In many instances, these symptoms will lead to Anaphylaxis. When the body goes into Anaphylaxis, it is essentially going into shock. At this point, the person will experience:

  • Sudden drop in blood pressure
  • Narrowing of airways, making it difficult to breathe
  • Rapid, weak pulse
  • Skin rash
  • Nausea and vomiting

Anaphylaxis is a life-threatening condition and requires medical attention immediately. The moment you even suspect your child is experiencing any of these symptoms, dial 911.

As a parent, merely thinking about the threat of your child suffering from a food allergy may just scare you to death. But before you call off Halloween traditions for good, read our following suggestions on how to have an allergy-free Halloween.

Read labels carefully. Sometimes you’ll find allergens you’d never expect in certain foods so look closely at the ingredients of everything. Did you know that the allergy warnings on different candies from the same company may be different depending on the size of the treat? For example, a full-size chocolate bar may have a different warning than a fun-sized one. Also, the FDA doesn’t require manufacturers to include advisory labels such as “May contain wheat.” While most candy makers will, it is best to err on the side of caution. For more information on this topic, click here.

Don’t leave candy your child can’t have laying around. Do you know what makes candy taste even better to any child? Being told she or he can’t have it. If you have candy that contains allergens in the house, keep it out of sight and mind.

Hand out food allergy-friendly candy. Even if your child does not have food allergies, you’re never sure which little zombie or super hero may. Play it safe for everyone.

Keep it clean. Sometimes just touching an allergen will trigger a reaction. Instead of letting your child reach into the candy bowl, ask the adult to drop it in the bag. Carry antiseptic wipes in case your child does handle a troublesome piece of candy, or better yet, work a pair of gloves into her or his costume.
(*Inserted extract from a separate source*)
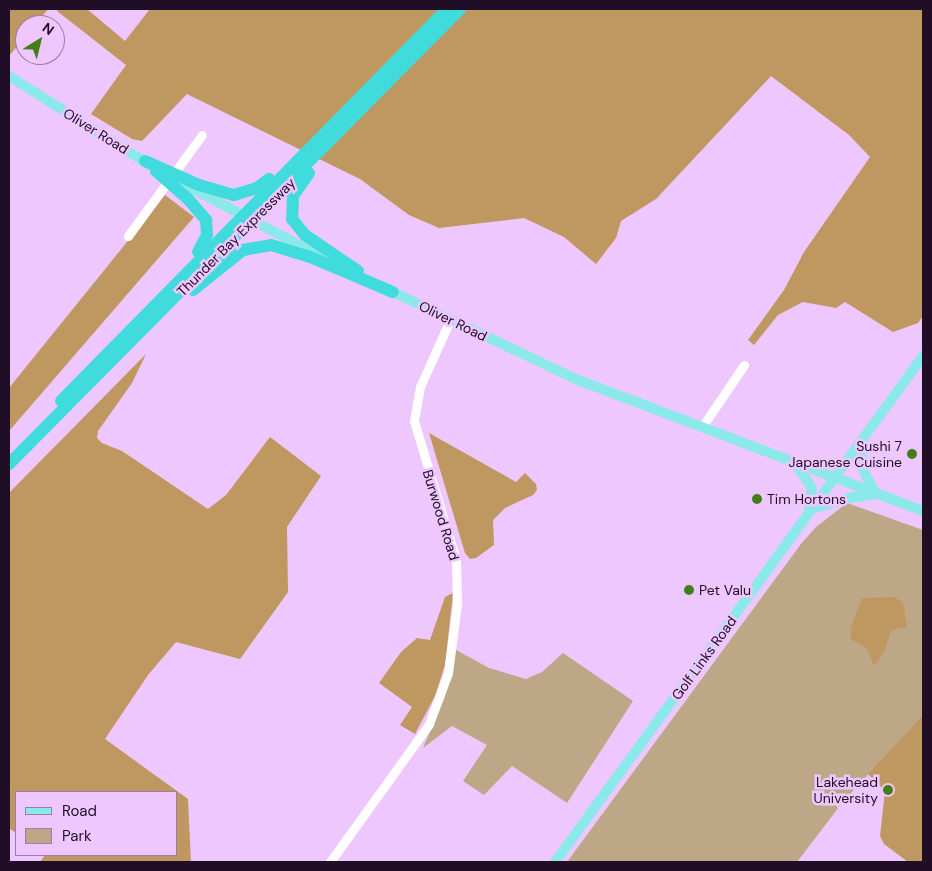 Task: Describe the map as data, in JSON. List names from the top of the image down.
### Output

Create new Halloween traditions. Instead of trick-or-treating (which in these days seems to be less common anyway), throw a Halloween party stocked with spooky activities and delicious allergy-free treats.

Carry your child’s self-injectable epinephrine pen. It’s always best to be cautious and ready.

By simply taking these precautions, you can help ensure that the only frights you have this season are those of the fun kind.

The physicians and staff of  CT Sinus Center wish you a spooktacular (and safe) Halloween!